= Hugh Clark (British Army officer) =

Officer in the British Army, 1923-2010

Captain Ridley Hugh Clark MC (21 October 1923 – 11 September 2010) was a British Army officer who was awarded a Military Cross for gallantry whilst serving with the 2nd Battalion, The Oxfordshire and Buckinghamshire Light Infantry (the 52nd) during Operation Varsity: the airborne operation over the Rhine on 24 March 1945.

==Early life==
Hugh Clark was educated at Bancroft School, Woodford Green, Hertford Grammar School and at King's College, University of Durham. He was commissioned into the Royal Artillery in July 1943 and later transferred to the Oxfordshire and Buckinghamshire Light Infantry and was posted to the 2nd Ox and Bucks (the 52nd) in September 1944. The 2nd Ox and Bucks was a Gliderborne Battalion, part of 6 Airlanding Brigade, 6 Airborne Division.

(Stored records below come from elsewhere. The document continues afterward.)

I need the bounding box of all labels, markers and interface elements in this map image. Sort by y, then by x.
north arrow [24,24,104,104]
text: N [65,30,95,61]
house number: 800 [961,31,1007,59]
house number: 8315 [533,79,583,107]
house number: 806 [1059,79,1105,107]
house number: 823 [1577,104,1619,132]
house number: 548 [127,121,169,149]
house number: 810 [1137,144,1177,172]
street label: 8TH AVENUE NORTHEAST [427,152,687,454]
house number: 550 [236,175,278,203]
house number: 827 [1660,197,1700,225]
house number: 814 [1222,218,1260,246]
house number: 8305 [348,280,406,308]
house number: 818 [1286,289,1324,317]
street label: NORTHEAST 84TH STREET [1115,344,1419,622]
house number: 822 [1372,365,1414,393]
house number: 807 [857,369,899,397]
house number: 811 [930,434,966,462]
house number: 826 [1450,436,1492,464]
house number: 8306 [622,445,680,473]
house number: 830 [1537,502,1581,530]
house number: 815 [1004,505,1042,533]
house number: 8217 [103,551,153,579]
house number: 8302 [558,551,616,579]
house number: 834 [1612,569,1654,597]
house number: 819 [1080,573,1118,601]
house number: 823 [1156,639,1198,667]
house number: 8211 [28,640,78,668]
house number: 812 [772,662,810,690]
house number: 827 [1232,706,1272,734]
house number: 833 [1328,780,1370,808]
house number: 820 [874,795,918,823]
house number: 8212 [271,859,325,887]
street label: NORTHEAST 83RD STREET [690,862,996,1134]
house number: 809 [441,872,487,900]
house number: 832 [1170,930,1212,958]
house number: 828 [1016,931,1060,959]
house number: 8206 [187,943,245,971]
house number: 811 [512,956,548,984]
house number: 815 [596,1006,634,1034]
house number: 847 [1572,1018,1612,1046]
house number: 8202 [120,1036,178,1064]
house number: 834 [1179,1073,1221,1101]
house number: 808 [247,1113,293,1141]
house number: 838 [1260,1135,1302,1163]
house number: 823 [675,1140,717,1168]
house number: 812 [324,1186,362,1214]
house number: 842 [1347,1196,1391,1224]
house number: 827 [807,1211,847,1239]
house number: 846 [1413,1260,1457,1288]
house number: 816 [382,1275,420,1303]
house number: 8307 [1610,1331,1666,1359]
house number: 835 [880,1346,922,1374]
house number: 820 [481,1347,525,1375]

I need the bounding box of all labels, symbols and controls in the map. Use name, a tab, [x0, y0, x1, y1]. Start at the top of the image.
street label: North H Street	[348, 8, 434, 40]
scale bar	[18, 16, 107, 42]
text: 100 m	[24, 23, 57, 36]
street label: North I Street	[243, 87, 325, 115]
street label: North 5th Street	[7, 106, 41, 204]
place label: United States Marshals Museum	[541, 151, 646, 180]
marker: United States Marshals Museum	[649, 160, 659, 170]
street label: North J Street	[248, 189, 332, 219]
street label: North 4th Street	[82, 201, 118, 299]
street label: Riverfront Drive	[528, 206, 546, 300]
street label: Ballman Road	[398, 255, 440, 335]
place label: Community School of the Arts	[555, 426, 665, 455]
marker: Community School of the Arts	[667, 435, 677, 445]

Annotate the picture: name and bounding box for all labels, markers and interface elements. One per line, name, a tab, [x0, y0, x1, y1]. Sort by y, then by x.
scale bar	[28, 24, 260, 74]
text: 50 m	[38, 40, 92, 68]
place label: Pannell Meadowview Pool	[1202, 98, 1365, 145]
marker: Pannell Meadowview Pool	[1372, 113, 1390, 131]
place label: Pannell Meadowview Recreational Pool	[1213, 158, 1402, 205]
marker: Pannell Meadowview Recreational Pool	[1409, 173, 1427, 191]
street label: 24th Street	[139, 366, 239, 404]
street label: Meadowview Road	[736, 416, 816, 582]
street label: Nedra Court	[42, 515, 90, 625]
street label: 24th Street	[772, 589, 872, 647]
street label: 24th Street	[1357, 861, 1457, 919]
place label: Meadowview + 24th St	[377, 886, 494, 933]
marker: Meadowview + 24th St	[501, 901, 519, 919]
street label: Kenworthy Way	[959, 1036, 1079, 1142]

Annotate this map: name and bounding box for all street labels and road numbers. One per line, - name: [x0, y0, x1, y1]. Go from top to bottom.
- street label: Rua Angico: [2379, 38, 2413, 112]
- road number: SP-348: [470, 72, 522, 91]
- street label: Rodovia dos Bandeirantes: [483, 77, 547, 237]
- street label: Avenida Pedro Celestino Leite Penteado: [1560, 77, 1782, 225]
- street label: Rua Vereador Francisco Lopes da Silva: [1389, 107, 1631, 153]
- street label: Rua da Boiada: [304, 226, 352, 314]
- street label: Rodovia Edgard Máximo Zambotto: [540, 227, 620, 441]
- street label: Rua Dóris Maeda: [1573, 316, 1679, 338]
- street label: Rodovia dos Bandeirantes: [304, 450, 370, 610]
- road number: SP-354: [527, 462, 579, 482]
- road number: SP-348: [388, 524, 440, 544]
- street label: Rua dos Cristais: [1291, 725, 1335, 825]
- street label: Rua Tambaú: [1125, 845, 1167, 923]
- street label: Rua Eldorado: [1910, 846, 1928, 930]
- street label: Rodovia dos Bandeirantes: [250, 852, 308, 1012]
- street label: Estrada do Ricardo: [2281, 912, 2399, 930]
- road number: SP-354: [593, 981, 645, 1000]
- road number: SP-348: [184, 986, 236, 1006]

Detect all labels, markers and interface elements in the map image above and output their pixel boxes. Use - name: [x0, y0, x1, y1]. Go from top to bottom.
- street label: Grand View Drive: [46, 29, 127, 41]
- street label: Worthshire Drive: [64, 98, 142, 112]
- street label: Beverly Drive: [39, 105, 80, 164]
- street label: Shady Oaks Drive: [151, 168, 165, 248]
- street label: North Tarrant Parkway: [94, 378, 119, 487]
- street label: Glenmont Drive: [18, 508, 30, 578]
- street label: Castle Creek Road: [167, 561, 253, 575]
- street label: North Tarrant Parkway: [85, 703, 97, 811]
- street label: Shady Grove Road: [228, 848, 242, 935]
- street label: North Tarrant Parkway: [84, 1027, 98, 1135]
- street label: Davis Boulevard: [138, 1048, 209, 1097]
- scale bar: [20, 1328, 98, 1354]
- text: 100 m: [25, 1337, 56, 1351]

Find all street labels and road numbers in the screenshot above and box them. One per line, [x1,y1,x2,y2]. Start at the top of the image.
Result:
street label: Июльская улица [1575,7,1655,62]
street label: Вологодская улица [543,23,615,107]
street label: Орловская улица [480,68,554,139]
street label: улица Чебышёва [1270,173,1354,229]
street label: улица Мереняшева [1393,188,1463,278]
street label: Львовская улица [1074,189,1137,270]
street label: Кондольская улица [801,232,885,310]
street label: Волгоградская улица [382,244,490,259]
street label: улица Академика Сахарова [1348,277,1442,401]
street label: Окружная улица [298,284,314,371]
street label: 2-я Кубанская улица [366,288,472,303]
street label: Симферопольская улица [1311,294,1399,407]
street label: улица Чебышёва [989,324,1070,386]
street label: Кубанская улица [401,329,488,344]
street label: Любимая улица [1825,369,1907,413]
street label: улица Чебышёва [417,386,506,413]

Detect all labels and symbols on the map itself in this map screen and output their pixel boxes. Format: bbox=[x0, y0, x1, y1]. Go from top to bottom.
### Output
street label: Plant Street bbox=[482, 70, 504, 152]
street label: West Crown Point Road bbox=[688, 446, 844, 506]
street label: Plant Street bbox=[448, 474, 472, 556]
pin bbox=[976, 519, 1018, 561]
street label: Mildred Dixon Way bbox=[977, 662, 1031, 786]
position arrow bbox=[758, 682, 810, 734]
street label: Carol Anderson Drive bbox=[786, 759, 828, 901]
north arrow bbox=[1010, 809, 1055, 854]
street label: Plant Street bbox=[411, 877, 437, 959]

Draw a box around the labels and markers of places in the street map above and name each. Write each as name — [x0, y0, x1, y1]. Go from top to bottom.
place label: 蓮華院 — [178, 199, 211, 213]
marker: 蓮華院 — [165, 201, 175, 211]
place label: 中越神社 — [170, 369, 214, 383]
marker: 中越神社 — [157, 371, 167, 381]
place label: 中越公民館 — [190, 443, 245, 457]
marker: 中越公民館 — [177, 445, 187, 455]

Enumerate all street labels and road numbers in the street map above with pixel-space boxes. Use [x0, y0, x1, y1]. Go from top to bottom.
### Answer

He served with 2nd Ox and Bucks during the Ardennes Campaign and in the Netherlands from December 1944 to February 1945.

==Operation Varsity==
Clark was a platoon commander during Operation Varsity: the air assault landing over the River Rhine on 24 March 1945. The 2nd Ox and Bucks encountered fierce enemy opposition and sustained 50% casualties during the battle of the landing area. Clark's platoon was tasked to capture a road bridge over the River Issel and having captured the bridge came under heavy attack by enemy tanks and infantry which caused casualties and forced the platoon from its position. Clark immediately led the remnants of his platoon in a counter-attack with fixed bayonets to recapture the bridge; during the action he also manned anti-tank weapons to stop approaching tanks. An extract from the citation for his Military Cross reads: " It was entirely due to the determination and rapid action of this officer that a very important bridge was denied falling intact to the enemy. His courage and leadership inspired his whole platoon. " He then took part in the advance across Germany to the Baltic Sea. Clark was a member of the 2nd Ox and Bucks guard of honour for the meeting between Field Marshal Montgomery and Marshal Rokossovsky at Wismar on 7 May 1945.

==Post war==
Following the Second World War he served in Palestine during the Palestine Emergency before being demobilised from the Army in 1946. He lived in Crewkerne, Somerset.

His wife, Mary, served in the WRNS during the war, they were married in 1945. Clark wrote a book on his wartime experiences titled Hugh's Wartime Memoirs which was published privately in 2006. Captain Hugh Clark MC died on 11 September 2010.